*** RECORDS SUPPLIED ***

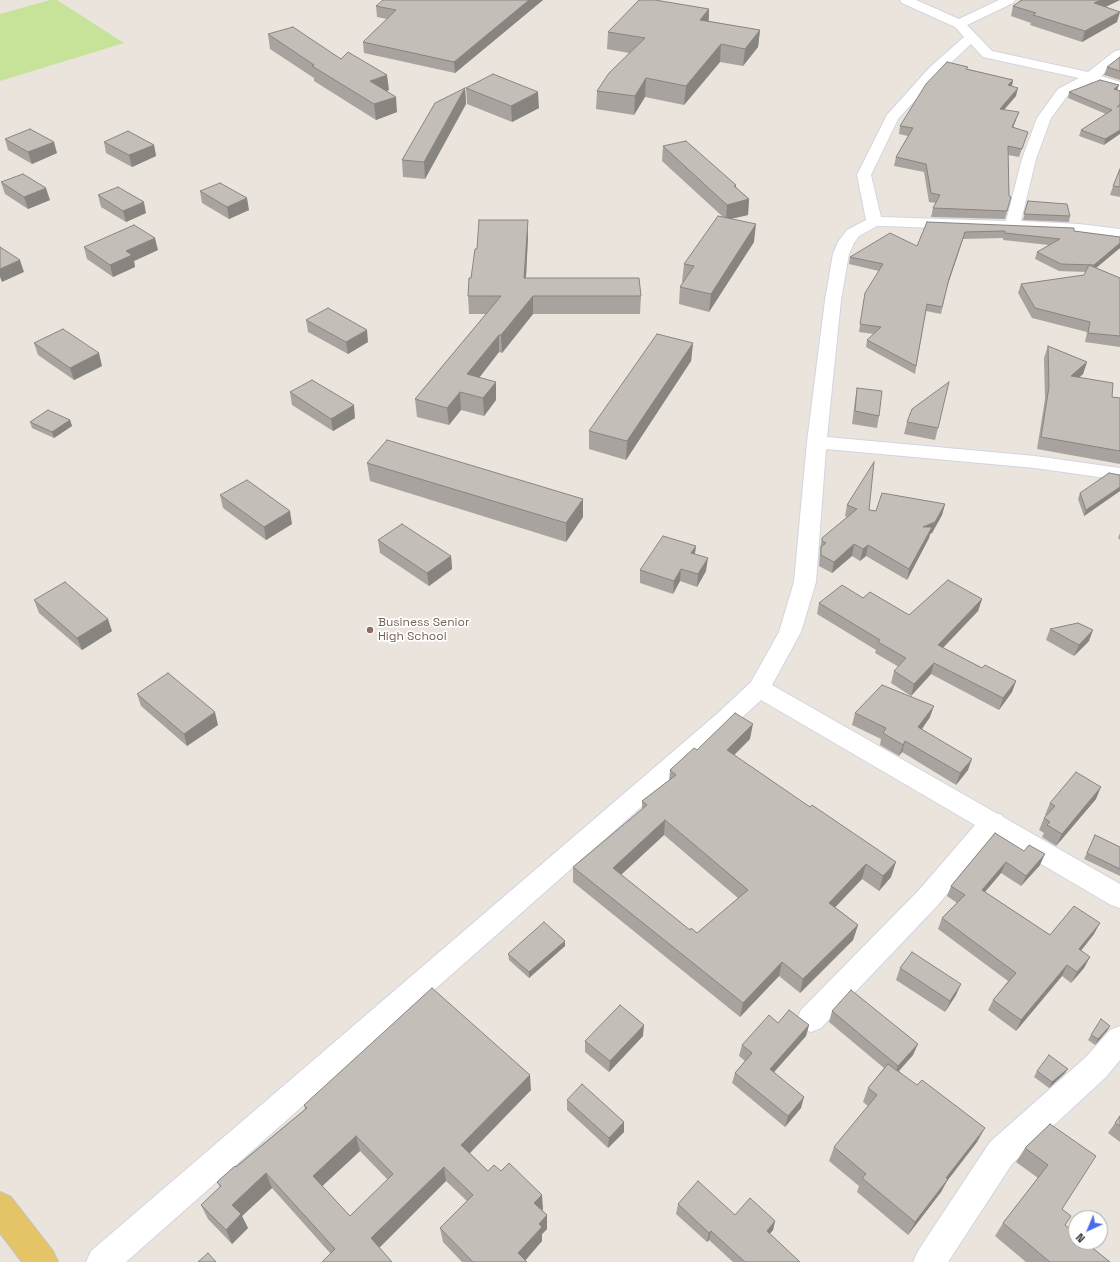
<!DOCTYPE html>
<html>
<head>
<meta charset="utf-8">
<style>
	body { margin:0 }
	#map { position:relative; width:1120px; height:1262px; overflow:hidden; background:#eae4dc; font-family:"Space Grotesk",sans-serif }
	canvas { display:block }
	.north { position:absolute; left:1068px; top:1210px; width:40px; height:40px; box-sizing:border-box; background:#fff; border:1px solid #a9a9a9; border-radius:50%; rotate:224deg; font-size:11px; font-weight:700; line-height:16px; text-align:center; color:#292929 }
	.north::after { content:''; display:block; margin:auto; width:14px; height:18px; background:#496ceb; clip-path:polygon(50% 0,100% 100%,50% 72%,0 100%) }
</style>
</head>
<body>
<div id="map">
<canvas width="1120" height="1262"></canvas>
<div class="north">N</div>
</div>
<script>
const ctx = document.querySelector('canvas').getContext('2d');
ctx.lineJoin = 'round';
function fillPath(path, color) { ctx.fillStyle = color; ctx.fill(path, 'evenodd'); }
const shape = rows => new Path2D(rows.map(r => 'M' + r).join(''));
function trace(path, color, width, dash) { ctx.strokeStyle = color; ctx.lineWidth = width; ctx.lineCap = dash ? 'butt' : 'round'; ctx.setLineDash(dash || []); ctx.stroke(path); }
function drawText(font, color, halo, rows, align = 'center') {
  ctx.font = font + ' "Space Grotesk",sans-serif'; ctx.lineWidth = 3.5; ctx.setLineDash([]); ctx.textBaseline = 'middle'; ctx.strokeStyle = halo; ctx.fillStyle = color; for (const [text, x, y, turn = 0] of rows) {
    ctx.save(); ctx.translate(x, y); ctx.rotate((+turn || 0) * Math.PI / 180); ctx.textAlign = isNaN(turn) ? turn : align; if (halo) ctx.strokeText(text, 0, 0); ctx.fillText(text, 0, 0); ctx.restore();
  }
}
fillPath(shape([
	[50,0,57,0,124,43,0,81,0,14]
]), '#c6e399');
const minor = shape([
	[900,0,916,0,959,19,999,0,1015,0,1013,3,967,25,992,51,1088,72,1115,51,1120,50,1120,60,1101,76,1120,82,1120,90,1092,82,1068,95,1051,118,1036,159,1021,221,1079,224,1120,229,1120,239,1079,234,886,226,877,226,859,236,854,243,849,254,841,300,827,437,1035,456,1120,468,1120,480,1035,468,826,449,816,582,801,632,772,685,996,813,1002,815,1003,817,1120,884,1120,908,1111,905,995,837,937,906,821,1028,811,1032,801,1028,797,1019,801,1010,919,890,975,825,761,700,734,725,126,1262,86,1262,91,1251,718,713,751,682,779,632,794,582,807,442,825,300,833,254,838,242,847,230,866,220,857,175,887,115,930,67,964,37,955,27,902,3,900,0],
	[971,44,983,57,1079,78,1058,89,1037,118,1022,159,1006,221,881,217,871,175,898,119,940,73,971,44],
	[1120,1026,1120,1060,1106,1077,1012,1164,948,1262,913,1262,918,1251,990,1142,1086,1057,1110,1030,1120,1026]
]);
const major = shape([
	[0,1192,11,1197,53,1251,58,1262,22,1262,0,1233,0,1192]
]);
trace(minor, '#d1d5e1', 2);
trace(major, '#c3c3c3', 2);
fillPath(minor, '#fff');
fillPath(major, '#e5c367');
fillPath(shape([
	[543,0,455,73,364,53,363,42,387,19,377,17,376,6],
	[1020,0,1120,0,1105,7,1117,22,1082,42,1030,25,1031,23,1011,16,1013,6,1020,1],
	[709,9,709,21,760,30,758,47,743,66,720,62,684,105,645,97,634,115,596,109,597,91,629,53,607,49,608,32],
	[268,34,389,90,386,91,397,112,376,120,314,81,314,78,270,49],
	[1120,57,1120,80,1104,75,1107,67],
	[968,69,1013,80,1012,86,1016,96,1004,109,1016,120,1013,127,1028,132,1019,157,1008,155,1009,196,1011,197,1005,219,931,217,933,208,936,203,929,202,924,172,894,166,896,157,908,136,899,134,900,126],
	[465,88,466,104,425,179,403,177,402,160],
	[466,88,539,108,512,122,467,104],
	[1117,90,1120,91,1104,145,1079,136,1081,130,1106,114,1068,98,1069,92],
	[5,139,57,153,32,164,8,150],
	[104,142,154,145,156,156,132,167,106,153],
	[663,146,736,185,736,187,749,199,748,215,730,219,754,242,709,312,679,304,680,287,683,282,682,282,684,264,723,217,662,161],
	[1120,169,1120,197,1110,195,1113,186],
	[1,182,50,200,28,209,5,194],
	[200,191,249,210,229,219,202,203],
	[98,195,146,213,126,222,101,207],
	[1028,201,1070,216,1069,222,1023,220],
	[927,222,1074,231,1120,237,1120,248,1096,268,1120,278,1120,347,1085,342,1087,332,1032,318,1018,293,1021,284,1084,275,1086,272,1059,271,1035,259,1037,252,1049,245,1003,240,1003,238,963,239,947,287,941,314,926,311,915,374,866,347,867,340,874,334,859,332,865,293,879,271,849,264,850,257,917,246],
	[528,237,526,278,641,296,640,314,533,314,502,353,499,352,479,378,496,400,484,416,461,410,449,425,417,417,415,399,486,314,469,314,468,296,477,249],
	[84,247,158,250,134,261,135,267,113,277,87,259],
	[306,320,368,342,348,354,308,332],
	[34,343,102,366,74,380,38,355],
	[693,343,691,361,626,460,589,449,589,431],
	[1048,346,1087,362,1083,374,1078,378,1112,397,1120,398,1120,464,1037,449,1045,399,1044,358],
	[857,388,879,416,877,428,852,424,855,400],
	[290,392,355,418,333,431,292,405],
	[70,420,72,426,54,438,32,428,30,422],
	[907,422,938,428,935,440,904,434],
	[367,463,583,517,566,542,370,481],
	[1120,475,1120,491,1084,516,1078,499,1080,493],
	[220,495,292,524,266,540,223,508],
	[945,504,942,515,932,533,930,534,929,538,907,580,866,556,860,561,852,556,832,573,819,566,820,552,820,549,822,538,847,517,845,516,847,505,876,511],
	[1120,533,1120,540,1118,538],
	[378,540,451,556,452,569,429,586,380,553],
	[696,546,695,554,706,571,697,587,680,581,673,594,640,583,640,570],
	[863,598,909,615,982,599,978,611,943,648,982,668,1016,681,1012,692,999,710,931,674,911,696,891,683,894,671,899,667,875,653,876,650,817,614,819,603],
	[34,600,112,631,82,650,39,613],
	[1050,629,1089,641,1074,656,1046,640],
	[137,694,218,725,187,746,141,706],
	[855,713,930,717,922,729,968,770,956,785,902,752,899,756,880,745,881,739,852,725],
	[750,739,734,755,891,877,879,891,862,879,835,907,858,925,853,940,800,993,779,976,740,1017,573,882,573,867,642,810,642,801,669,781,670,770,697,750],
	[664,835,738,898,697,933,690,930,621,875],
	[1096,799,1056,846,1042,837,1044,833,1039,830,1044,818,1046,816,1045,815,1050,803],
	[995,833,1040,865,1021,886,1001,873,985,892,1050,935,1094,934,1081,951,1090,957,1084,968,1071,983,1062,976,1016,1031,988,1010,993,1000,1008,981,938,929,942,918,957,903,947,896,951,886],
	[1095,835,1120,847,1120,876,1084,859],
	[565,941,565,946,529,978,509,960,508,954],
	[900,968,956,995,945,1012,896,980],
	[832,1011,913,1055,899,1071,977,1142,947,1181,941,1192,908,1235,857,1192,859,1186,829,1161,834,1147,868,1106,863,1102,868,1088,884,1068,829,1022],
	[778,1023,809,1025,806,1036,774,1072,801,1108,785,1127,732,1083,735,1073,745,1061,739,1056,742,1045],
	[1110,1026,1107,1031,1095,1045,1088,1040,1091,1035],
	[643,1036,609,1072,585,1052,585,1041],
	[1068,1069,1064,1074,1049,1088,1034,1077,1037,1071],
	[531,1090,470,1153,488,1171,543,1209,542,1210,547,1215,547,1229,542,1234,542,1241,525,1260,527,1262,462,1262,443,1242,440,1228,467,1201,446,1181,379,1248,330,1253,272,1188,242,1216,248,1228,232,1244,208,1219,201,1205,220,1187,217,1182,305,1109,304,1105],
	[360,1151,388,1180,350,1216,322,1186],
	[567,1100,624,1122,624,1132,608,1148,567,1110],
	[1120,1116,1120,1142,1108,1133],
	[1050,1124,1065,1225,1110,1262,1026,1262,995,1236,1003,1223,1038,1178,1016,1162,1025,1148],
	[678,1204,735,1215,775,1221,773,1230,769,1234,800,1262,733,1262,709,1240,707,1242,676,1214]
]), '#a8a39e');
fillPath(shape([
	[529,0,543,0,455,73,454,62],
	[1101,0,1120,0,1091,14,1094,3],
	[709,9,708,26,700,20],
	[1120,12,1117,22,1082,42,1085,31],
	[760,30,758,47,743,66,745,49],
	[721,44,720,62,684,105,686,86],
	[387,75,389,90,371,96,370,81],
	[646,78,645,97,634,115,635,96],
	[1013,80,1011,89,1008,85],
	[1119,85,1117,91,1114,89],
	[465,88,466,104,425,179,424,162],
	[1018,88,1016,96,998,117,1000,109],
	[538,92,539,108,512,122,511,106],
	[396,97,397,112,376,120,374,104],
	[1019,112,1016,120,1010,135,1012,127],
	[1120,130,1120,134,1104,145,1105,139],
	[54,142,57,153,32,164,28,152],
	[154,145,156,156,132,167,129,155],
	[46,188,50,200,28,209,24,197],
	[247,198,249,210,229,219,227,207],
	[749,199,748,215,726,220,727,205],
	[144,202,146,213,126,222,123,211],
	[528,220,528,237,525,295,524,278],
	[756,224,754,242,709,312,711,294],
	[965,232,963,239,947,287,941,314,949,279],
	[155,238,158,250,134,261,135,267,113,277,110,265,126,251],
	[1120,243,1120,248,1091,272,1094,265],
	[20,260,24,272,2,282,0,277,0,269],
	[533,296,533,314,502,353,501,335],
	[367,330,368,342,348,354,346,342],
	[499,335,499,352,468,392,467,374],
	[693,343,691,361,626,460,627,441],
	[99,353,102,366,74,380,70,368],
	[1087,362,1083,374,1067,389,1071,376],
	[496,382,496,400,484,416,483,398],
	[460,392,461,410,449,425,447,408],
	[354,405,355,418,333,431,331,419],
	[70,420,72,426,54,438,52,432],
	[1120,487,1120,491,1084,516,1086,510],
	[583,499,583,517,566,542,566,523],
	[945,504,942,515,932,533,930,534,929,538,907,580,909,569,923,527],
	[290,511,292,524,266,540,264,527],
	[854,544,852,556,832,573,834,562],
	[868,545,866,556,860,561,863,549],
	[696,546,694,558,691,553],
	[451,556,452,569,429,586,427,573],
	[708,558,706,571,697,587,698,574],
	[681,569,680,581,673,594,674,581],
	[982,599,978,611,935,656,938,645],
	[108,619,112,631,82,650,77,638],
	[1093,630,1089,641,1074,656,1079,645],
	[934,663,931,674,911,696,914,684],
	[1016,681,1012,692,999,710,1003,698],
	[934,706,930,717,915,739,918,727],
	[215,712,218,725,187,746,184,734],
	[753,724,750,739,724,765,727,750],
	[905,741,902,752,899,756,903,745],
	[972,759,968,770,956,785,960,773],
	[1101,787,1096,799,1056,846,1062,834],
	[665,820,664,835,612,883,613,868],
	[1045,854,1040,865,1021,886,1026,876],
	[896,862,891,877,879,891,883,876],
	[1006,862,1001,873,978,900,982,890],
	[866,864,862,879,825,918,829,903],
	[1100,923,1094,934,1073,960,1079,949],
	[858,925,853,940,800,993,803,979],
	[565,941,565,946,529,978,529,972],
	[1090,957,1084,968,1071,983,1077,972],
	[782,962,779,976,740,1017,743,1003],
	[1067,965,1062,976,1016,1031,1021,1020],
	[961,984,956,995,945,1012,950,1001],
	[644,1025,643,1036,609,1072,610,1061],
	[809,1025,806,1036,767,1080,770,1069],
	[1110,1026,1107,1031,1095,1045,1098,1039],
	[918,1044,913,1055,894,1076,898,1066],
	[1068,1069,1064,1074,1049,1088,1052,1082],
	[530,1075,531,1090,463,1160,461,1145],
	[804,1097,801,1108,785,1127,788,1116],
	[624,1122,624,1132,608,1148,609,1138],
	[985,1128,977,1142,947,1181,941,1192,908,1235,915,1222,946,1178],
	[356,1136,360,1151,317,1191,313,1176],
	[444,1167,446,1181,375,1252,371,1238],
	[266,1173,272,1188,242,1216,248,1228,232,1244,226,1230,232,1205],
	[542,1195,543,1209,535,1217,534,1203],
	[547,1215,547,1229,542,1234,542,1241,524,1262,518,1253,539,1224],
	[775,1221,773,1230,764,1241,767,1231],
	[711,1231,709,1240,707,1242,709,1233]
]), '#888581');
const building = shape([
	[383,0,529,0,454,62,363,42,396,10,376,6,383,0],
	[639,0,655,0,709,9,700,20,760,30,745,49,721,44,686,86,646,78,635,96,597,91,609,73,645,38,608,32,639,0],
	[1022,0,1101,0,1094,3,1120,12,1085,31,1033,15,1036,13,1013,6,1022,0],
	[293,27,341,59,348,52,387,75,370,81,396,97,374,104,312,66,314,65,268,34,293,27],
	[1120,57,1120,71,1107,67,1120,57],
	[947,62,968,67,966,69,1013,80,1008,85,1018,88,1000,109,1019,112,1012,127,1028,132,1022,149,1008,146,1009,196,1011,197,1007,211,933,208,940,195,931,193,926,164,896,157,913,128,900,126,926,84,947,62],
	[493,74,538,92,511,106,466,88,493,74],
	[1100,80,1119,85,1114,89,1120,91,1120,105,1117,107,1120,105,1120,130,1105,139,1081,130,1112,110,1069,92,1100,80],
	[465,88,424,162,402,160,435,103,465,88],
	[30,129,54,142,28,152,5,139,30,129],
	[128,131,154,145,129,155,104,142,128,131],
	[686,141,736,185,734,186,749,199,727,205,663,146,686,141],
	[1120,169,1120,187,1113,186,1120,169],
	[23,174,46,188,24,197,1,182,23,174],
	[220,183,247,198,227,207,200,191,220,183],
	[118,187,144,202,123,211,98,195,118,187],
	[1028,201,1067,204,1070,216,1024,214,1028,201],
	[718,216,756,224,711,294,680,287,694,266,684,264,718,216],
	[479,220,528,220,524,278,639,278,641,296,533,296,501,335,499,335,467,374,496,382,483,398,460,392,447,408,415,399,501,296,468,296,469,278,471,278,475,249,477,249,479,220],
	[927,222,1074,228,1074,231,1120,237,1120,243,1094,265,1061,264,1037,252,1060,239,1005,233,1005,231,965,232,949,279,942,307,927,304,916,366,867,340,881,327,860,324,865,293,883,264,850,257,890,233,917,246,927,222],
	[134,225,155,238,126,251,132,255,110,265,84,247,134,225],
	[0,247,20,260,0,269,0,247],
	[1089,265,1120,278,1120,336,1088,333,1090,322,1035,308,1021,284,1084,275,1089,265],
	[328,308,367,330,346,342,306,320,328,308],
	[63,329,99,353,70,368,34,343,63,329],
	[657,334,693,343,627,441,589,431,657,334],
	[1048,346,1087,362,1071,376,1113,383,1112,397,1120,398,1120,451,1041,437,1049,387,1048,346],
	[312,380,354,405,331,419,290,392,312,380],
	[949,382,938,428,907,422,912,409,949,382],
	[857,388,882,391,879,416,855,411,857,388],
	[48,410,70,420,52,432,30,422,48,410],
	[387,440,583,499,566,523,367,463,387,440],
	[874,462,869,510,876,511,882,493,945,504,935,522,923,527,932,527,909,569,868,545,863,549,854,544,834,562,821,555,821,547,826,543,822,541,822,538,857,509,847,505,874,462],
	[1109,473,1120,475,1120,487,1086,510,1080,493,1109,473],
	[247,480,290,511,264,527,220,495,247,480],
	[402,524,451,556,427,573,378,540,402,524],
	[663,536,696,546,691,553,708,558,698,574,681,569,674,581,640,570,663,536],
	[948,580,982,599,938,645,982,668,985,665,1016,681,1003,698,934,663,914,684,894,671,906,658,878,642,880,640,819,603,842,585,863,598,870,592,909,615,948,580],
	[65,582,108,619,77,638,34,600,65,582],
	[1078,623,1093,630,1079,645,1050,629,1078,623],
	[168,673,215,712,184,734,137,694,168,673],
	[882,685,934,706,918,727,972,759,960,773,905,741,903,745,883,733,886,728,855,713,882,685],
	[735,713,753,724,727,750,810,807,812,805,896,862,883,876,866,864,829,903,858,925,803,979,782,962,743,1003,573,867,647,805,642,801,676,775,670,770,694,748,697,750,735,713],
	[665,820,748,890,697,933,691,928,690,930,613,868,665,820],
	[1076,772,1101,787,1062,834,1047,825,1050,822,1044,818,1055,806,1050,803,1076,772],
	[995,833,1024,851,1029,845,1045,854,1026,876,1006,862,982,890,1050,935,1074,906,1100,923,1079,949,1090,957,1077,972,1067,965,1021,1020,993,1000,1016,973,942,918,965,895,951,886,995,833],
	[1095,835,1120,847,1120,869,1087,853,1095,835],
	[544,922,565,941,529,972,508,954,544,922],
	[912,952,961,984,950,1001,900,968,912,952],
	[432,988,530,1075,461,1145,488,1171,494,1165,501,1171,509,1163,542,1195,534,1203,547,1215,539,1224,542,1227,518,1253,527,1262,473,1262,440,1228,473,1195,444,1167,371,1238,392,1262,322,1262,335,1249,266,1173,232,1205,241,1214,226,1230,201,1205,221,1186,217,1182,235,1166,236,1167,307,1108,304,1105,432,988],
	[356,1136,393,1174,350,1216,313,1176,356,1136],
	[851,990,918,1044,898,1066,832,1011,851,990],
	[620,1005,644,1025,610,1061,585,1041,620,1005],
	[789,1010,809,1025,770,1069,804,1097,788,1116,735,1073,752,1053,742,1045,769,1015,778,1023,789,1010],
	[1101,1019,1110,1026,1098,1039,1091,1035,1101,1019],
	[1049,1055,1068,1069,1052,1082,1037,1071,1049,1055],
	[888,1064,917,1085,922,1080,985,1128,946,1178,948,1179,915,1222,862,1178,866,1174,834,1147,877,1095,868,1088,888,1064],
	[582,1084,624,1122,609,1138,567,1100,582,1084],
	[1120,1116,1120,1126,1115,1123,1120,1116],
	[1050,1124,1096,1156,1062,1209,1071,1216,1065,1225,1076,1234,1076,1242,1085,1242,1110,1262,1050,1262,1003,1223,1048,1165,1025,1148,1050,1124],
	[698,1181,735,1215,750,1198,775,1221,767,1231,800,1262,745,1262,711,1231,709,1233,678,1204,698,1181],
	[208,1253,216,1262,198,1262,208,1253]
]);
fillPath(building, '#c3beb8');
trace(building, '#888581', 1);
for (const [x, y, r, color] of [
	[370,630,4,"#8d6e63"]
]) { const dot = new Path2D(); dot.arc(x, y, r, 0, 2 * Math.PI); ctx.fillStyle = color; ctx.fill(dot); trace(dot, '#fff', 1.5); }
drawText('12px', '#785e54', '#fff', [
	["Business Senior",378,623],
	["High School",378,637]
], 'left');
</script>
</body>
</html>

***

*EXERCISE:* From the entries above, extract every line where the word "turn" appears.

*SOLUTION:*
  ctx.font = font + ' "Space Grotesk",sans-serif'; ctx.lineWidth = 3.5; ctx.setLineDash([]); ctx.textBaseline = 'middle'; ctx.strokeStyle = halo; ctx.fillStyle = color; for (const [text, x, y, turn = 0] of rows) {
    ctx.save(); ctx.translate(x, y); ctx.rotate((+turn || 0) * Math.PI / 180); ctx.textAlign = isNaN(turn) ? turn : align; if (halo) ctx.strokeText(text, 0, 0); ctx.fillText(text, 0, 0); ctx.restore();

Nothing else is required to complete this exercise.